God has made you good. As the Bible verse at the top of this post says, God saw everything He made [that includes you] and it was very good.
That means you are very good. There is nothing wrong with you. You are precious in His eyes. Okay, so you sinned. We all have. Maybe a lot. Maybe a little. But God still loves you. Maybe you’re burdened with a disease or lack of employment or whatever. But the sin and the material circumstances are not part of your spiritual identity as God’s child. They are not part of your eternal heritage in the kingdom of heaven.

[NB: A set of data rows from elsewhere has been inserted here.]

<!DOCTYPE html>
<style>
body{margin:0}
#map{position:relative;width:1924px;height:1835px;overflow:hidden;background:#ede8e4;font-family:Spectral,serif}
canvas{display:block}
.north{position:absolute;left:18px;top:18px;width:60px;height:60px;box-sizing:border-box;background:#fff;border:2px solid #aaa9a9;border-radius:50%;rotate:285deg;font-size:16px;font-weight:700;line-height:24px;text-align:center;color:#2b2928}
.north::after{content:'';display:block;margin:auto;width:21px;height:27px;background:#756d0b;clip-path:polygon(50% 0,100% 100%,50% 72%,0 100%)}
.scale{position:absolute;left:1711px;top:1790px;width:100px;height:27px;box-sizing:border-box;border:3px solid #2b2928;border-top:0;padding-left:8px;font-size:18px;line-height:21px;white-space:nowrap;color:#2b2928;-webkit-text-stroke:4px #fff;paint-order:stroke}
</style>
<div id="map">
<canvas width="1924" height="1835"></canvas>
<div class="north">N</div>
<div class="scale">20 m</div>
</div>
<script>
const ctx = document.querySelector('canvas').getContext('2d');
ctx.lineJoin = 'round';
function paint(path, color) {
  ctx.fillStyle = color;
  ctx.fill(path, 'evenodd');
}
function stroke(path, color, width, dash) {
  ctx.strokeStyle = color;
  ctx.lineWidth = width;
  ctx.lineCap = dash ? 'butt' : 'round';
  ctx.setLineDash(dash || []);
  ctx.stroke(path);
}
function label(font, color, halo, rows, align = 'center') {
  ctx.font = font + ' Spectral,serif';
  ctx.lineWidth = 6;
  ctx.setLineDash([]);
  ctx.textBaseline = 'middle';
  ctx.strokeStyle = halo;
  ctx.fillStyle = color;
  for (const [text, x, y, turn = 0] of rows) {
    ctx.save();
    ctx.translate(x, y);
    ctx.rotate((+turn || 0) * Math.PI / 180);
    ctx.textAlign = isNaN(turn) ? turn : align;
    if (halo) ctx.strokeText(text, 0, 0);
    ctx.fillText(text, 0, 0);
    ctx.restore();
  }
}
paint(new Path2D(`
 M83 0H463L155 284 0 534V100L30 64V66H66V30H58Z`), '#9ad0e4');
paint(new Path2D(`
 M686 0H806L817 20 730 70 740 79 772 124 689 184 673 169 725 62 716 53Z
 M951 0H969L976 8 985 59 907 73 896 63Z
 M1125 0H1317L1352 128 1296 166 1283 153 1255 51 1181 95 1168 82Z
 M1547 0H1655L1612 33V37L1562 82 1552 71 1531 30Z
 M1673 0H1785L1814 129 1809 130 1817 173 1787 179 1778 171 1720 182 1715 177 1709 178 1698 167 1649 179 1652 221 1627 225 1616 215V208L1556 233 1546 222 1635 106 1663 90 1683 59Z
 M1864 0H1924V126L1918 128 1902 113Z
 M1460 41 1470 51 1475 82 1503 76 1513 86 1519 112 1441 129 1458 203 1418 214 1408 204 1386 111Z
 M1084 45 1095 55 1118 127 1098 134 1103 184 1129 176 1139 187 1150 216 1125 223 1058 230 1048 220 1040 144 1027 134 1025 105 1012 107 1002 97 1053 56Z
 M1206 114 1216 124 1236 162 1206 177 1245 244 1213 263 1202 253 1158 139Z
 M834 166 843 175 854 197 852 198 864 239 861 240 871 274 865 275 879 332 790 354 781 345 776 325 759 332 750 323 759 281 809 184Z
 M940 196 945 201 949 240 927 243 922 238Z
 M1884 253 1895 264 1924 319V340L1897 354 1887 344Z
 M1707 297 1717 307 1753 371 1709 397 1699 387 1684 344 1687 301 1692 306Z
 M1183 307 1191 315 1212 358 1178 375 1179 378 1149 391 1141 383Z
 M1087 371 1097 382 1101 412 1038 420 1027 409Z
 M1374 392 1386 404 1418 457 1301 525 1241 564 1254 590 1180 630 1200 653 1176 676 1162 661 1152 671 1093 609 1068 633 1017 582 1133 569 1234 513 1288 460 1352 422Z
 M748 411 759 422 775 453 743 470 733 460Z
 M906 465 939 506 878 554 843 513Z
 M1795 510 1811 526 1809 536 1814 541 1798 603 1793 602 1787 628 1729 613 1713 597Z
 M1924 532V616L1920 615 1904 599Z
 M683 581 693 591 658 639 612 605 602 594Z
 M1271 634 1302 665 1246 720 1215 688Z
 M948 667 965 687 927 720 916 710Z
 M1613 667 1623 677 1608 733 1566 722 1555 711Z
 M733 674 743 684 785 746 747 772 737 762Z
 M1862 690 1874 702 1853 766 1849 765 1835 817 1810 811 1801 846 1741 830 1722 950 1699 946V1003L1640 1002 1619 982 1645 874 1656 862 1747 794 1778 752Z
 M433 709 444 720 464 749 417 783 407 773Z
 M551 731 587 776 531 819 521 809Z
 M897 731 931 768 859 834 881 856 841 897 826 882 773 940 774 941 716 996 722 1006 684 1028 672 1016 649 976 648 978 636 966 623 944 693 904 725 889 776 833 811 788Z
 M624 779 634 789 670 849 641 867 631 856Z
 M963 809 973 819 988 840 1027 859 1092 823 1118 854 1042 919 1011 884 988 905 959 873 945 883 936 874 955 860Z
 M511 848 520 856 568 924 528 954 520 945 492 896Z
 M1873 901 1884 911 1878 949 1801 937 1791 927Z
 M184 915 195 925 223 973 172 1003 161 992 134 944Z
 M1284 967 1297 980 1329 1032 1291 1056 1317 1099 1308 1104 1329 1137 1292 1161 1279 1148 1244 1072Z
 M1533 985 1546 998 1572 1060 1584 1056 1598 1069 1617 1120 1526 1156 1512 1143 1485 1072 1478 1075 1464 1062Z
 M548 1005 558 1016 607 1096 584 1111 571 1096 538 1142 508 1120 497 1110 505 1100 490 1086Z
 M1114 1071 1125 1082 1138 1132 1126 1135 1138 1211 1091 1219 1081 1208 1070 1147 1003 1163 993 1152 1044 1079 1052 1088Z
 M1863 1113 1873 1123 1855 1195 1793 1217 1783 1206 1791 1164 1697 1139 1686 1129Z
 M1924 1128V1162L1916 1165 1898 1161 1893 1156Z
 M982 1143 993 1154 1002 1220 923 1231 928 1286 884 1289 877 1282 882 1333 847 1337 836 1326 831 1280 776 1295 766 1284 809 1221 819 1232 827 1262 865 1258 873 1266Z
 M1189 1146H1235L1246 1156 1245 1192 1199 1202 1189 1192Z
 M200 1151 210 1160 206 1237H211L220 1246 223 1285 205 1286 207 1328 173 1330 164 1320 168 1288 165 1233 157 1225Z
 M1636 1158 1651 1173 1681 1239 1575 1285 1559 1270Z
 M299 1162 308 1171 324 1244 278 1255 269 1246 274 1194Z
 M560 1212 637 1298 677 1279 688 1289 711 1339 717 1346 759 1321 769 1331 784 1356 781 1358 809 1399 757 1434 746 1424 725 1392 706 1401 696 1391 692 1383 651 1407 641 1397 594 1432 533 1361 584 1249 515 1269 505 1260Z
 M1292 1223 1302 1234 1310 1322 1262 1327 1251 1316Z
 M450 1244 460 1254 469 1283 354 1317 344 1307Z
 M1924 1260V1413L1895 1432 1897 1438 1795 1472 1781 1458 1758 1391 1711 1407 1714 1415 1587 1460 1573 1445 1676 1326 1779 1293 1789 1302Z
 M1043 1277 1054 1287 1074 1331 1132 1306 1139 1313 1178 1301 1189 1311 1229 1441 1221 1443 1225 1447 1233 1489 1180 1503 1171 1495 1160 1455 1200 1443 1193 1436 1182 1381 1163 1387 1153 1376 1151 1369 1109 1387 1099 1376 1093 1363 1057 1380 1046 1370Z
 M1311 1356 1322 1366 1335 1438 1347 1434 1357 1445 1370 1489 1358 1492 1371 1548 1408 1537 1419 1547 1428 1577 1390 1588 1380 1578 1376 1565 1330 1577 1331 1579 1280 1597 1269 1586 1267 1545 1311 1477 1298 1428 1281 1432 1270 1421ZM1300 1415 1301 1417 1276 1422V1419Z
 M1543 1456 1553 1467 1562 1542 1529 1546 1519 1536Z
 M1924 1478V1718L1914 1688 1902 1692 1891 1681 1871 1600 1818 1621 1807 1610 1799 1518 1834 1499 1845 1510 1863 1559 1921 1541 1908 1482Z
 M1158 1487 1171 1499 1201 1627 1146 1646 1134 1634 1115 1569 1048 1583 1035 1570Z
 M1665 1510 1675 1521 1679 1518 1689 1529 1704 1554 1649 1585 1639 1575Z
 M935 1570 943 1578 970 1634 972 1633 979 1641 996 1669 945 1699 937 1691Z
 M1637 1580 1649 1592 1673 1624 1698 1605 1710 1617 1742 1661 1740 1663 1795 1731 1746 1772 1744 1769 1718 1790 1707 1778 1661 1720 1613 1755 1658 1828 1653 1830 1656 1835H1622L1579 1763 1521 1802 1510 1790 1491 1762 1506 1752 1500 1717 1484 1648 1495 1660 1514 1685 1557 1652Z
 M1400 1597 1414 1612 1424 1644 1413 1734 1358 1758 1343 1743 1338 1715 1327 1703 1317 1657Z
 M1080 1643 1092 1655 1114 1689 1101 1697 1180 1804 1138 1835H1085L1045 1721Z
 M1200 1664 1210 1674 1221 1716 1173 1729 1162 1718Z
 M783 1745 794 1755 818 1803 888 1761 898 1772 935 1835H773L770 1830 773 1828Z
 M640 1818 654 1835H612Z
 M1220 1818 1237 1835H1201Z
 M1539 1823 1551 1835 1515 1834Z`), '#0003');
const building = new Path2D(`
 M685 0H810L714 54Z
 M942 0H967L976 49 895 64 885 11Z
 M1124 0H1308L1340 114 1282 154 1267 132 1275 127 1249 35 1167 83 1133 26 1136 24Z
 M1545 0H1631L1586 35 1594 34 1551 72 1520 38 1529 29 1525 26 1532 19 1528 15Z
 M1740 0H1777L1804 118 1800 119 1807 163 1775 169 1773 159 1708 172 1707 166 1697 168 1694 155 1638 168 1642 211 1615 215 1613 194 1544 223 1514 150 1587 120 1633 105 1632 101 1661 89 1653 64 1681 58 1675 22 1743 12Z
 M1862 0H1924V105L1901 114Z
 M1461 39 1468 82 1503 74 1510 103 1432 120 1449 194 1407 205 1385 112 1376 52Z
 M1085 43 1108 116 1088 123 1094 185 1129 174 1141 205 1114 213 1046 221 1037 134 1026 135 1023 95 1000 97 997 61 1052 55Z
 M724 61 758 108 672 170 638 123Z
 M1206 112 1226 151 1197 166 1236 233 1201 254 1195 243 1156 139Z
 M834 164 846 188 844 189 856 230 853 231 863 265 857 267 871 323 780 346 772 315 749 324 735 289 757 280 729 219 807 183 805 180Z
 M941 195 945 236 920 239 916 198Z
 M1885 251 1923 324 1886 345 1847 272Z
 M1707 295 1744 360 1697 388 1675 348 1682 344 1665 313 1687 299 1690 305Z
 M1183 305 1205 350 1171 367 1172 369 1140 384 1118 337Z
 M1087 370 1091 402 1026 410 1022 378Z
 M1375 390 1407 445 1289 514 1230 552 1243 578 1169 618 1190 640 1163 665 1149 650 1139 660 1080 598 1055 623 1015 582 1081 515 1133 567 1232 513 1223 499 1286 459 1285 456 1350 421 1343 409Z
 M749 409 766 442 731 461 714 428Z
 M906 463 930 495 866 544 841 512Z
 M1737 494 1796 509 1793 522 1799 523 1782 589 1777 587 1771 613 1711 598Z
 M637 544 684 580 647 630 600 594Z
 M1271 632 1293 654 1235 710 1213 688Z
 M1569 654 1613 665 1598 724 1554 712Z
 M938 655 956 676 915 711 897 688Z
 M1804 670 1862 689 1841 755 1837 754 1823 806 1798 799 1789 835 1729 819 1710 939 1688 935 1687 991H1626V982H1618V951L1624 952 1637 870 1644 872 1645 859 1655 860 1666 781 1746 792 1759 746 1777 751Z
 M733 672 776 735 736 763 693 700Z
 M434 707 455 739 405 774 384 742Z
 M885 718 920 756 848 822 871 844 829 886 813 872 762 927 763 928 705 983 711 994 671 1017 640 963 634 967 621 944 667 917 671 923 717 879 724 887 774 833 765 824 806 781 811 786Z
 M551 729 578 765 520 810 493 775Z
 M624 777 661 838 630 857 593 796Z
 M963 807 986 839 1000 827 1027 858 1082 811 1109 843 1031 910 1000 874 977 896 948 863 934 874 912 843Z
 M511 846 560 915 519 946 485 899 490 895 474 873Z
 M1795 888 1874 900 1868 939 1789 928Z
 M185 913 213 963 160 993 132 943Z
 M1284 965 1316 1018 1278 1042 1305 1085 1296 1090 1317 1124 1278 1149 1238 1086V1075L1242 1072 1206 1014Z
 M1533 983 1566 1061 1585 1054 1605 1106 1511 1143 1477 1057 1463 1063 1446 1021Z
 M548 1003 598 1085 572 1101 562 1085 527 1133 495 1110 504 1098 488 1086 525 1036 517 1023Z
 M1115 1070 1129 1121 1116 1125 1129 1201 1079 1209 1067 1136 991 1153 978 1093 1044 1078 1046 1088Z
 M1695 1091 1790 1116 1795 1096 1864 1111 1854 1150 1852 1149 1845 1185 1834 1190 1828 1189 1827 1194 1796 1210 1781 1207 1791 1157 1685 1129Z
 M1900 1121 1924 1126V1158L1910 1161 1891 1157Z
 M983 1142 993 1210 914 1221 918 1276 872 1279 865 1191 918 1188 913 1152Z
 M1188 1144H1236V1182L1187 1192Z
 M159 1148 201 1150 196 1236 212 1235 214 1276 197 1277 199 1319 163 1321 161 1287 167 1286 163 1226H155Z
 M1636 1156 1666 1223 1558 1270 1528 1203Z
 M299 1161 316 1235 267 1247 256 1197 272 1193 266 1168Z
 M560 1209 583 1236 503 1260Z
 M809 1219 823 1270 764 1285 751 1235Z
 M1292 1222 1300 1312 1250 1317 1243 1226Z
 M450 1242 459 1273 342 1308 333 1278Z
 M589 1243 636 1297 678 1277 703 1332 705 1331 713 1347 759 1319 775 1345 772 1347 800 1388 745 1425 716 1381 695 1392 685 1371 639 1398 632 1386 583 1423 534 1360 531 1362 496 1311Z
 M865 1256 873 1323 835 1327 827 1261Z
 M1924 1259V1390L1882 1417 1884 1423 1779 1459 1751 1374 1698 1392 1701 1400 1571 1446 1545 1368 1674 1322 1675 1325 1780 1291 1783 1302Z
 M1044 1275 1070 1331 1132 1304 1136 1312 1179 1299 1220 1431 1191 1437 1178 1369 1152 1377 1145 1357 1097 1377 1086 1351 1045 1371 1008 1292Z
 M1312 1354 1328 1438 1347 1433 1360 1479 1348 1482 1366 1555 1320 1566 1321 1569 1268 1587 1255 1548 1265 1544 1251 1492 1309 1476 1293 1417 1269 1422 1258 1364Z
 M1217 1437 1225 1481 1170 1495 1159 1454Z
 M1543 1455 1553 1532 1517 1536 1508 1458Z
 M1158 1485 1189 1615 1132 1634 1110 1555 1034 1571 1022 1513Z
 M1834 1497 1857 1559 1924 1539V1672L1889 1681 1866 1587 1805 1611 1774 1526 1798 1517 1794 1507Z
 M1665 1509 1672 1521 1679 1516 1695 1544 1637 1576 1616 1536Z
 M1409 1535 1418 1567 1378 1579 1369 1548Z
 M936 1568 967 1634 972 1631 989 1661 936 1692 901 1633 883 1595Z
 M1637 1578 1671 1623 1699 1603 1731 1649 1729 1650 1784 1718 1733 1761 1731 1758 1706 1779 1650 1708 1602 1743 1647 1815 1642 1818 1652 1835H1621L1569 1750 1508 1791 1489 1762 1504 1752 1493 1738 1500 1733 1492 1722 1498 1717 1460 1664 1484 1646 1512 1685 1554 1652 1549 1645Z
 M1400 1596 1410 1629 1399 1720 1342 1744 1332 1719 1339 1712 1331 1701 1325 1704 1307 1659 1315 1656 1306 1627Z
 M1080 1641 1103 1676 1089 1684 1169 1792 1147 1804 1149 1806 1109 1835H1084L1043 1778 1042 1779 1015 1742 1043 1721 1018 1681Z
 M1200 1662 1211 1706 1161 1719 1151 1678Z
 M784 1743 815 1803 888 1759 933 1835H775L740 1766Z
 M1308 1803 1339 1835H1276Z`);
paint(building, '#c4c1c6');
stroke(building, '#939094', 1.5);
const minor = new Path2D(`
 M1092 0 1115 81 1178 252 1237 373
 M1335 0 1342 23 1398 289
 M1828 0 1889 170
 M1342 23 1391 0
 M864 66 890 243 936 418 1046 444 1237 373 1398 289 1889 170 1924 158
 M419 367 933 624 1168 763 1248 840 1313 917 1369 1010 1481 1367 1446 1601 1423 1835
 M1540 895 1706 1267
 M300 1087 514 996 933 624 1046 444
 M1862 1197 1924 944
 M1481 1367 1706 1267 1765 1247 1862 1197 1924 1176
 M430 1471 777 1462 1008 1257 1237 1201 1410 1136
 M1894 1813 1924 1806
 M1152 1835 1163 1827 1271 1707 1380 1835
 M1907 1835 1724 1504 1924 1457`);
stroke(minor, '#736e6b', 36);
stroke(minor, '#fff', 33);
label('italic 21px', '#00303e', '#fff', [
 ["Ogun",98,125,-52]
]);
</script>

Did you ever play in the mud when you were a kid? I did. Sometimes I came home so dirty it surprised my parents. But they still loved me. They knew the mud would come off. And of course, it always did.
That’s the way God sees you. He always loves you. He knows the sins and any ailments or problems aren’t part of who you really are as His child. He knows how to wash them away. In fact He sent His Son to scrub off all that “mud.” When my kids were still young enough to need help taking a bath, I would say to them, “God’s truth is the soap that gets the dirt loose. God’s love is the water that washes it all down the drain.”
This is true for you and me as well. God’s truth and love wash us clean. And when we hear Him say, “There is nothing wrong with you,” we will believe it, accept it, and jump for joy.